For the year, net income was $112.3 million, or $1.13 per share, compared with fiscal 2010 earnings of $22.7 million, or 22 cents a share, again benefitting from the $89 million gain from tax benefit and impairment expense, Denny’s said.
Fiscal 2011 revenue decreased 1.8 percent to $538.5 million.
For the fourth quarter, systemwide same-store sales increased 1.6 percent, with a 1.8-percent increase at franchised units and 1-percent improvement at company locations.
Denny’s ended the year with 206 company operated and 1,479 franchised or licensed restaurants for a total of 1,685 units systemwide, which represented growth of 1.6 percent compared with the prior year, the company said.

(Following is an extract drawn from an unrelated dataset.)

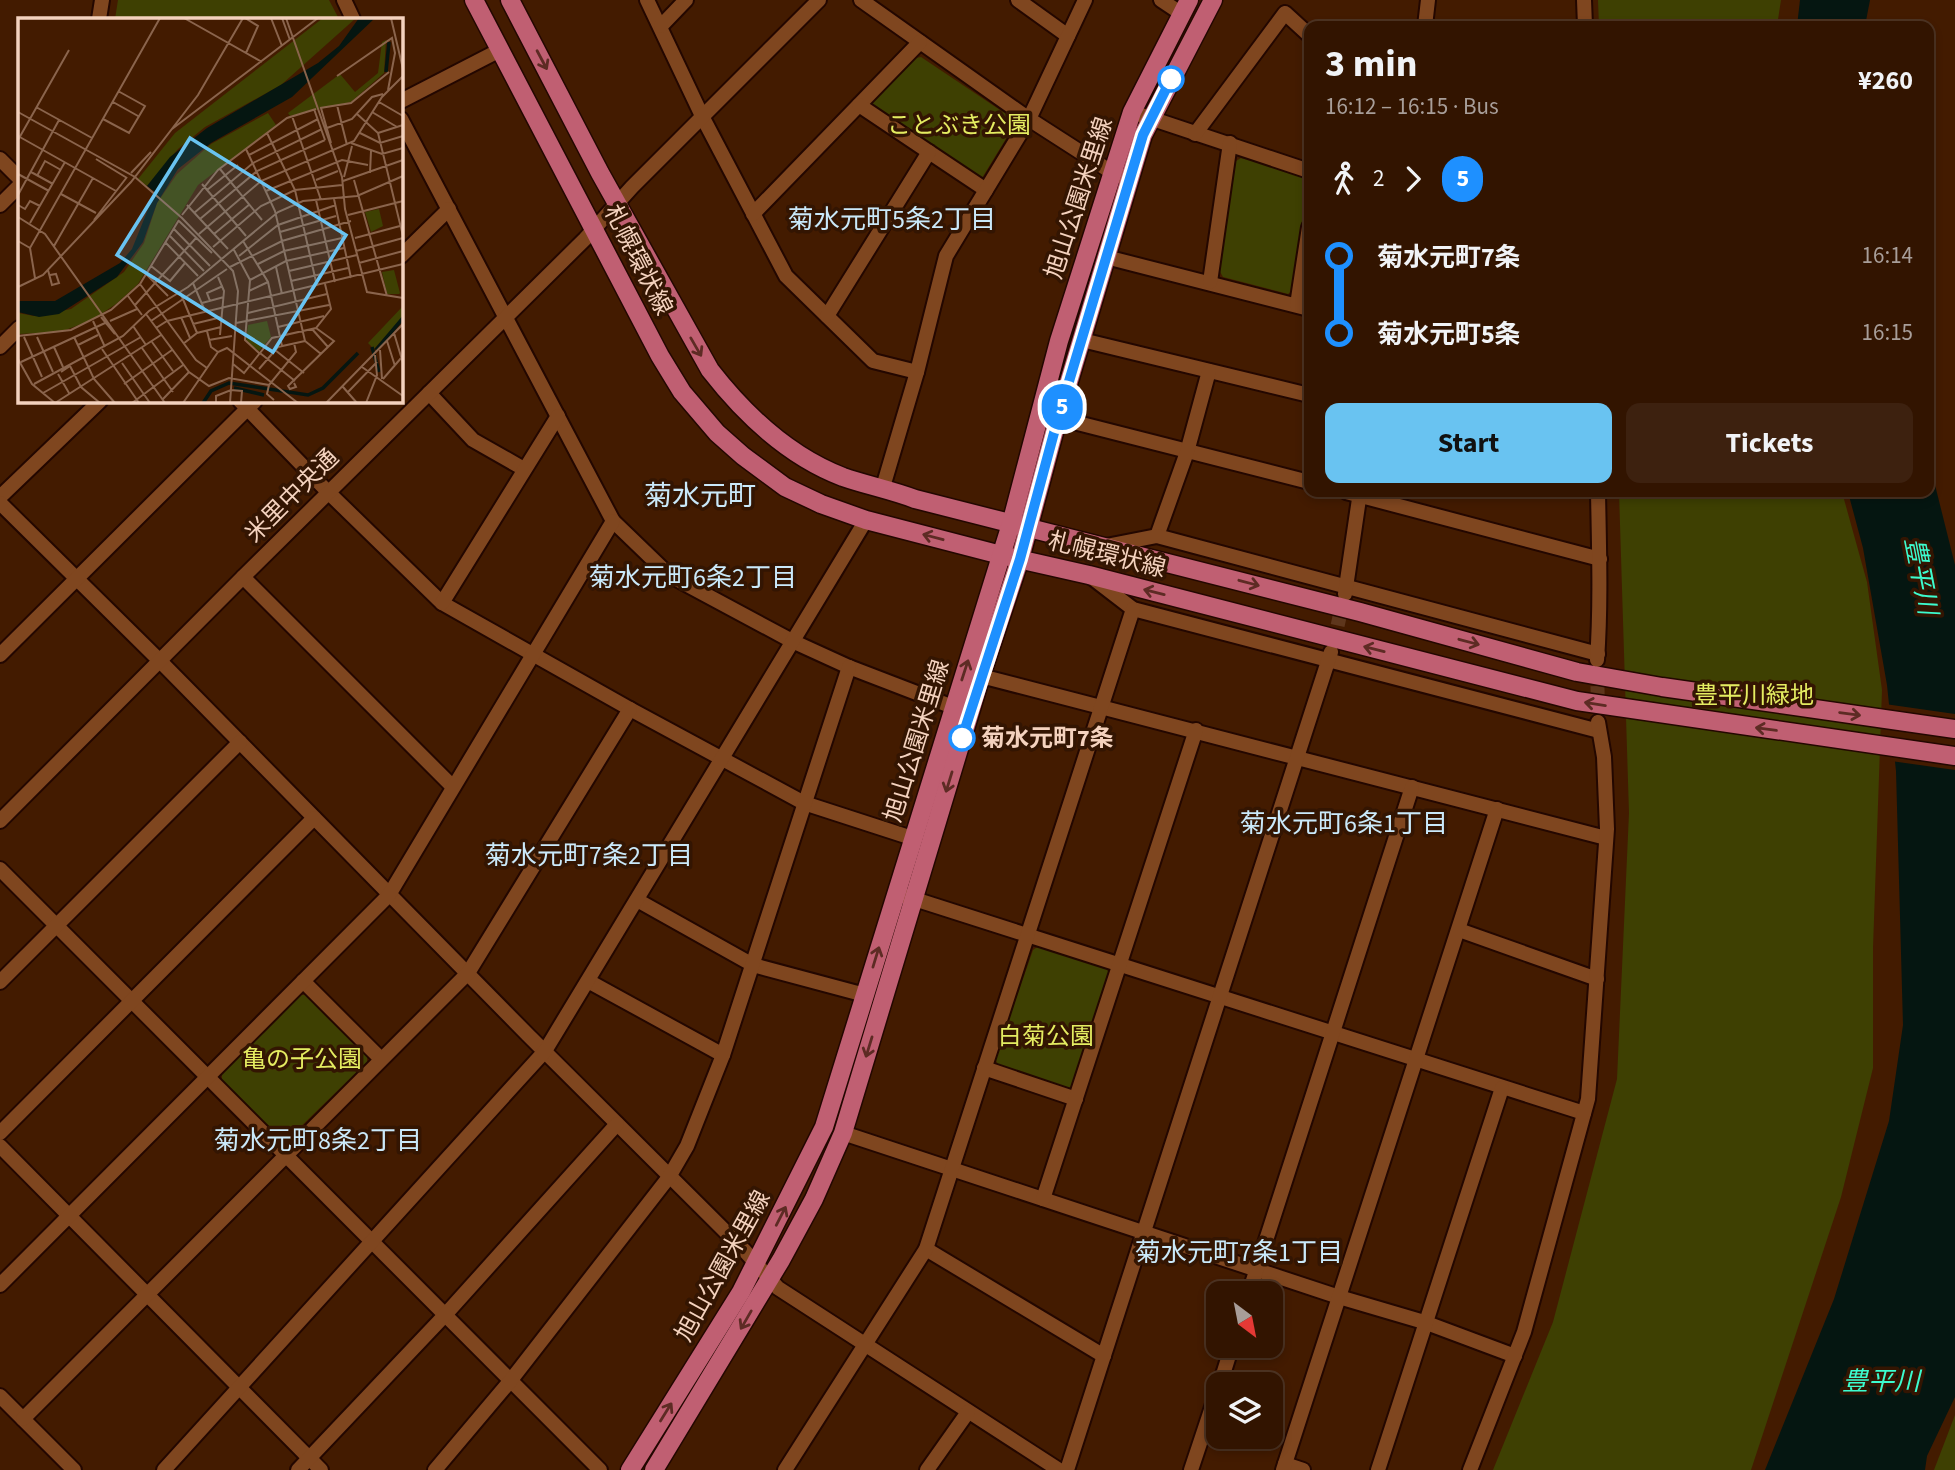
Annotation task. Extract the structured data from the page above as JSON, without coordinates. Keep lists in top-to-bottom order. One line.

“In 2011, Denny’s made great progress as we generated positive same-store sales and guest counts overcoming the ongoing challenging consumer economic environment,” John Miller, president and chief executive, said in a statement.
“This is a testament to the success of our positioning as America’s favorite diner, emphasizing everyday affordability with attractive limited time only products,” he added.
Miller said the company would continue to work closely with franchisees to maintain growth in units, sales and profitability, while generating additional free cash flow to strengthen the balance sheet and repurchase shares.
Denny’s said it anticipated 2012 same-store sales growth of from flat to 2 percent for both company and franchised stores. It plans to add 45 to 50 new restaurants to its system.
Denny’s Corp. is based in Spartanburg, S.C.